**Problem requirements**
Below are records. Find each line in them that holds the word "const" and copy it.

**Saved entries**
>>>>>
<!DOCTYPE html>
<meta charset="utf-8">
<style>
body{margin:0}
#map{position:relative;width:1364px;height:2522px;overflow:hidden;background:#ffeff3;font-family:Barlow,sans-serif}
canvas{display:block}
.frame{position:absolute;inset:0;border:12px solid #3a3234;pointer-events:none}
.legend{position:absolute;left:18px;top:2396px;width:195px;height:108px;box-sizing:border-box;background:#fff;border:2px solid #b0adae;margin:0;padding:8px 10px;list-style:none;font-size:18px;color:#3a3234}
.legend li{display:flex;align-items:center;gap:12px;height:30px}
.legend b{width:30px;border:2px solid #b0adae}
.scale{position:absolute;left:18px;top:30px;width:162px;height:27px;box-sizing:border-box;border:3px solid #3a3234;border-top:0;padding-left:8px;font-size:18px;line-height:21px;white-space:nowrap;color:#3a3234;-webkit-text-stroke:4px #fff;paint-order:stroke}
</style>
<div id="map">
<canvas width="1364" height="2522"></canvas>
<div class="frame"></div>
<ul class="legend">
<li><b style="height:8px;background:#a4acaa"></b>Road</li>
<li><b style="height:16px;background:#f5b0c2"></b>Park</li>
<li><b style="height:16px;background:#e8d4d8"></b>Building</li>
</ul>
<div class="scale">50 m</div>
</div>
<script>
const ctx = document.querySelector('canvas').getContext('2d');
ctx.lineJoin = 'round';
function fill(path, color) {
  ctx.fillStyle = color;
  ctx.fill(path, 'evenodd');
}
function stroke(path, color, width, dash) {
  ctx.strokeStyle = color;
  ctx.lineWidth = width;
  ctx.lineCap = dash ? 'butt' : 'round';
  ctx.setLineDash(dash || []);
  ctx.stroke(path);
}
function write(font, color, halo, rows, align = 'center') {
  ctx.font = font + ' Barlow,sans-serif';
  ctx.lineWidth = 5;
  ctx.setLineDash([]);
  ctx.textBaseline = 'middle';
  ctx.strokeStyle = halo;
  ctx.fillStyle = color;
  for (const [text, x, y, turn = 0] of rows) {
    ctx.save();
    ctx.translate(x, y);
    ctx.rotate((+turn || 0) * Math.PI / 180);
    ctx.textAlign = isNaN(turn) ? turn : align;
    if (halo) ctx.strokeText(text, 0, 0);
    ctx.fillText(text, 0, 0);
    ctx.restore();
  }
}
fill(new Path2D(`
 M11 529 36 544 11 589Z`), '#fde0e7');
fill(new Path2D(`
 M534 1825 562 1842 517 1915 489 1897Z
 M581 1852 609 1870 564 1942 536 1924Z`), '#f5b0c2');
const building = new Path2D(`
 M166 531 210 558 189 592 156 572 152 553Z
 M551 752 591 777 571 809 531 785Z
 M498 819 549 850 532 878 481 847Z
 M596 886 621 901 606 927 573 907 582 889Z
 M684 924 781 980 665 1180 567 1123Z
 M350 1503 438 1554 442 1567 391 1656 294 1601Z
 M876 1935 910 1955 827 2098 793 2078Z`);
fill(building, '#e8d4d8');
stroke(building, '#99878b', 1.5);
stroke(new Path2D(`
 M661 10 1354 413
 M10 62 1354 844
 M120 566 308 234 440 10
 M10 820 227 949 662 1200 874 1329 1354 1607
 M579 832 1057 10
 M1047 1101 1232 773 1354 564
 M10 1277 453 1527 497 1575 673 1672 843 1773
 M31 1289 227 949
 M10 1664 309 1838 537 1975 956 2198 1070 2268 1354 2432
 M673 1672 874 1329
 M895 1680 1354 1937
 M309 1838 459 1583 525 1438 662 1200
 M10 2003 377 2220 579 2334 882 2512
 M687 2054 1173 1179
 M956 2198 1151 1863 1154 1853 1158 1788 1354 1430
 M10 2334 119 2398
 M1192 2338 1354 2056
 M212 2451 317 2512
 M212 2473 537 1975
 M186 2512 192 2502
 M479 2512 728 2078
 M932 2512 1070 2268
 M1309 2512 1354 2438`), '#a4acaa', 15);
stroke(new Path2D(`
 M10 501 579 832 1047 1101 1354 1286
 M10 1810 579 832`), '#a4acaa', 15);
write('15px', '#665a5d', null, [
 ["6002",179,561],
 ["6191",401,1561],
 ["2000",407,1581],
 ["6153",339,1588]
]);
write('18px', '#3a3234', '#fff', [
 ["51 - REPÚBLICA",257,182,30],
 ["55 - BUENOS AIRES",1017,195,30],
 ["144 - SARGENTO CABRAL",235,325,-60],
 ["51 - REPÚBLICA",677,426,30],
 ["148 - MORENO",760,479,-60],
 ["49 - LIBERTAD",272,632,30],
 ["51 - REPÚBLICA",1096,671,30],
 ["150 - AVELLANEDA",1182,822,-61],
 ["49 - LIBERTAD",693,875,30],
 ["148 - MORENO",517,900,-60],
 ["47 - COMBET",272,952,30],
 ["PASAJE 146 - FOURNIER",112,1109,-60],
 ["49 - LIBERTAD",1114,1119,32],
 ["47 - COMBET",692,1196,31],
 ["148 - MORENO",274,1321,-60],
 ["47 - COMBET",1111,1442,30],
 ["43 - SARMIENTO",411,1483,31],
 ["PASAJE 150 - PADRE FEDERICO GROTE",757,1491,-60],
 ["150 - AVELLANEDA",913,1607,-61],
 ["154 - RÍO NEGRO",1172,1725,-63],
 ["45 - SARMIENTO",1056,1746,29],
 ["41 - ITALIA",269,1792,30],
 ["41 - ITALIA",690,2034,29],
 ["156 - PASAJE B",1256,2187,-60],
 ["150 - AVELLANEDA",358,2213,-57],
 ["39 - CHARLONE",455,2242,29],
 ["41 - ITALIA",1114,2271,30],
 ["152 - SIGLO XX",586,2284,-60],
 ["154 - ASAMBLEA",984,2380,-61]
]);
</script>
<<<<<
**Response to this task**
const ctx = document.querySelector('canvas').getContext('2d');
  for (const [text, x, y, turn = 0] of rows) {
const building = new Path2D(`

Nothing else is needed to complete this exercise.